Pool-HMM

Authors

  • S. Boitard(contact author), INRA
  • D. Robelin, INRA
  • R. Kofler, Institut für Populationsgenetik, Vetmeduni Vienna, Vienna, Austria.

Description

This program aims at estimating allele frequencies and detecting selective sweeps, using NGS data from a sample of pooled individuals from the same population. It implements the derivations of Boitard et al (2012).

The estimation of allele frequencies is based on a probabilistic model, which accounts for differences of coverage and base quality among genomic positions. Using this probabilistic model, the program can estimate the allele frequency spectrum in any genomic region specified by the user. The allele frequency spectrum can also be estimated for any type of annotated feature (e.g. introns), using the script filter-pileup-by-feature.py.

The detection of selective sweeps is based on a Hidden Markov Model (HMM). In this model, each polymorphic site on the genome is assumed to have an hidden state, which can take one of the three following values : "Neutral", "Intermediate" and "Selection". These hidden states are inferred from the observed data, and at the end the sites with hidden state "Selection" are the sweep candidates.

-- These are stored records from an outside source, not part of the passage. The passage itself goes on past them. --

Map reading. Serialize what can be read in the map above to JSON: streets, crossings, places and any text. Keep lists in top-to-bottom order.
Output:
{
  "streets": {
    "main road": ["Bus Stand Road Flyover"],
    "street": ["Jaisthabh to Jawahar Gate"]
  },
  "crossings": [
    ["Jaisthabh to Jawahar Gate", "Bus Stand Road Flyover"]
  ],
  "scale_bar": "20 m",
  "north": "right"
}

Source code and detailed documentation

https://forge-dga.jouy.inra.fr/projects/pool-hmm

Infile

the NGS data in pileup format (samtools)

Outfiles

  • spectrum : the allele frequency spectrum estimated from the sample.
  • emit : emission probabilities of the HMM.
  • pred : predicted hidden states.
  • stat : summary of the predicted sweep windows.
  • post : posterior probabilities of hidden state "Selection".
  • estim : maximum a posteriori estimates of the number of derived (or minor depending on the option used) alleles in the sample (from 0 to n).

Needs

  • This program needs a version of Python older than 2.5 and strictly earlier than 3.
  • NumPy and SciPy have to be installed (you can download Numpy and SciPy from here : http://new.scipy.org/download.html)

Usage

  • Open a terminal and go into the directory where the Python code is stored.
  • Put the pileup file in this same directory.
  • Execute the command "python pool-hmm.py" followed by a list of input parameters.
  • The definition and usage of all input parameters can be obtained by executing the command "python pool-hmm.py -h"

Example

The file test_droso.pileup was obtained from a pool of 194 drosophila haplotypes (97 flies). To detect selective sweeps from this data, the command could be :

 $pool-hmm.py --prefix test_droso -n 194 --pred -k 0.001 --theta 0.005

Parameter theta specifies an a priori for theta=AN*mu in the studied population, and parameter k specifies the transition rate between hidden states in the HMM.

Parallelization

In order to speed up the computations, the program can be run simultaneously on several processes. The number of processes specified in the command line is not bounded, but the number of processes that can effectively work simultaneously is obviously determined by the architecture of the computer where the program is run.

References

  • S. Boitard, C. Schlötterer and A. Futschik (2009). Detecting selective sweeps: a new approach based on hidden markov models. Genetics 181: 1567-1578.
  • S. Boitard, C. Schltterer, V. Nolte, R. V. Pandey and A. Futschik (2012). Detecting selective sweeps from pooled next generation sequencing samples. Mol. Biol. Evol., doi : 10.1093/molbev/mss090.
  • S. Boitard, R. Kofler, P. Françoise, D. Robelin, C. Schlöotterer and Andreas Futschik (submitted). Pool-hmm : a Python program for the detection of selective sweeps from pooled next generation sequencing samples.